§ Aim of the task
Output every line below as it stands, dropping only the images.

Saved entries:
_ _ _ _
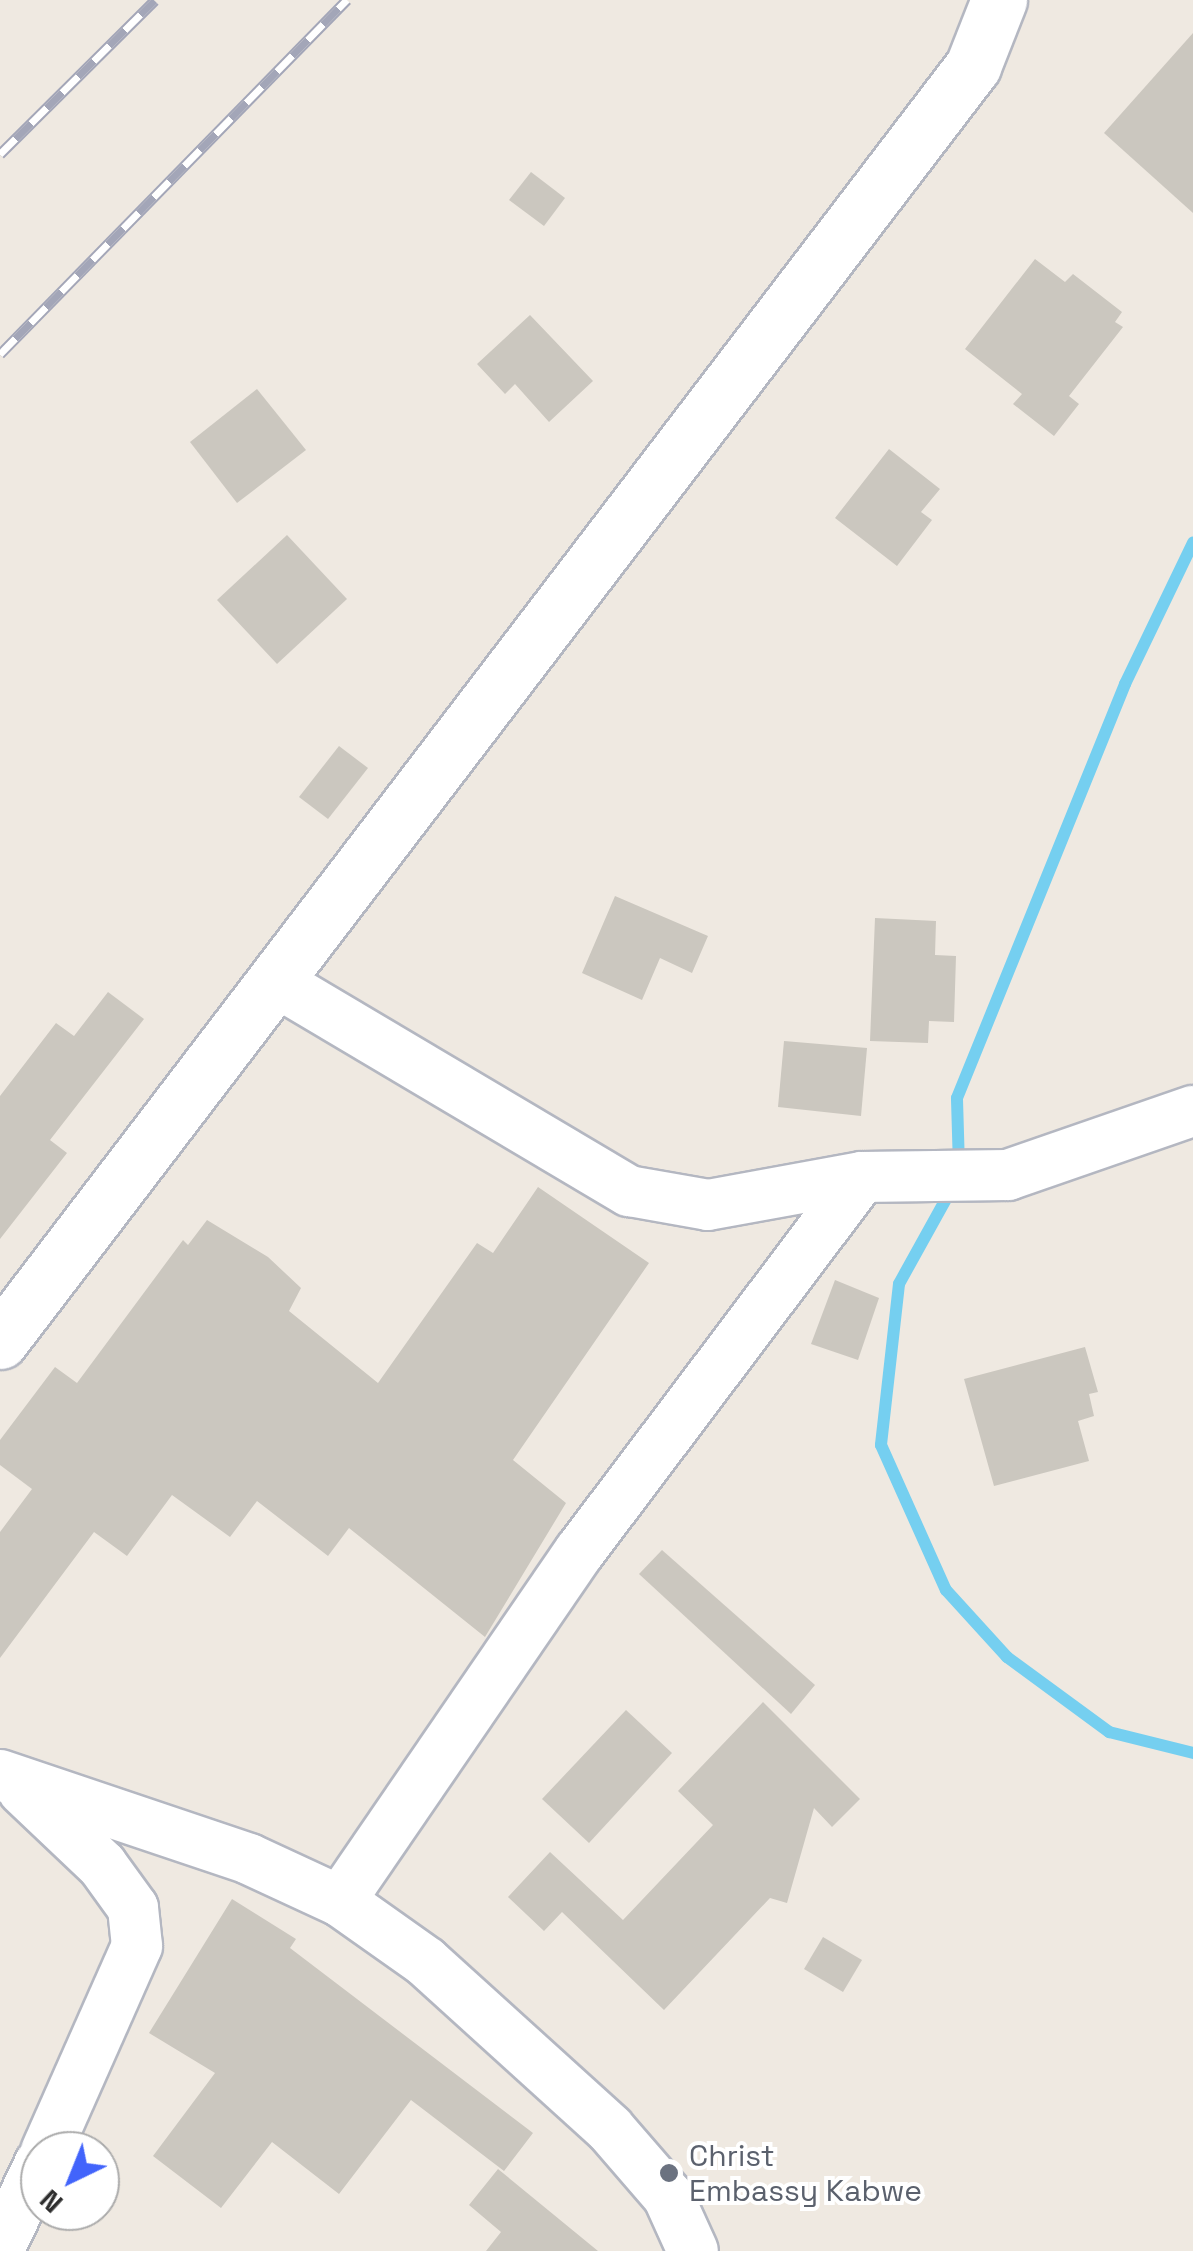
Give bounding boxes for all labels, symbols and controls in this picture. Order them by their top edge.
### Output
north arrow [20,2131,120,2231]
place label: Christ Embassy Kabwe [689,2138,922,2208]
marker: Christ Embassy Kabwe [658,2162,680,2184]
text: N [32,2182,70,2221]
_ _ _ _
§ Written answer
Give bounding boxes for all labels, symbols and controls in this picture. Order them by their top edge.
### Output
north arrow [20,2131,120,2231]
place label: Christ Embassy Kabwe [689,2138,922,2208]
marker: Christ Embassy Kabwe [658,2162,680,2184]
text: N [32,2182,70,2221]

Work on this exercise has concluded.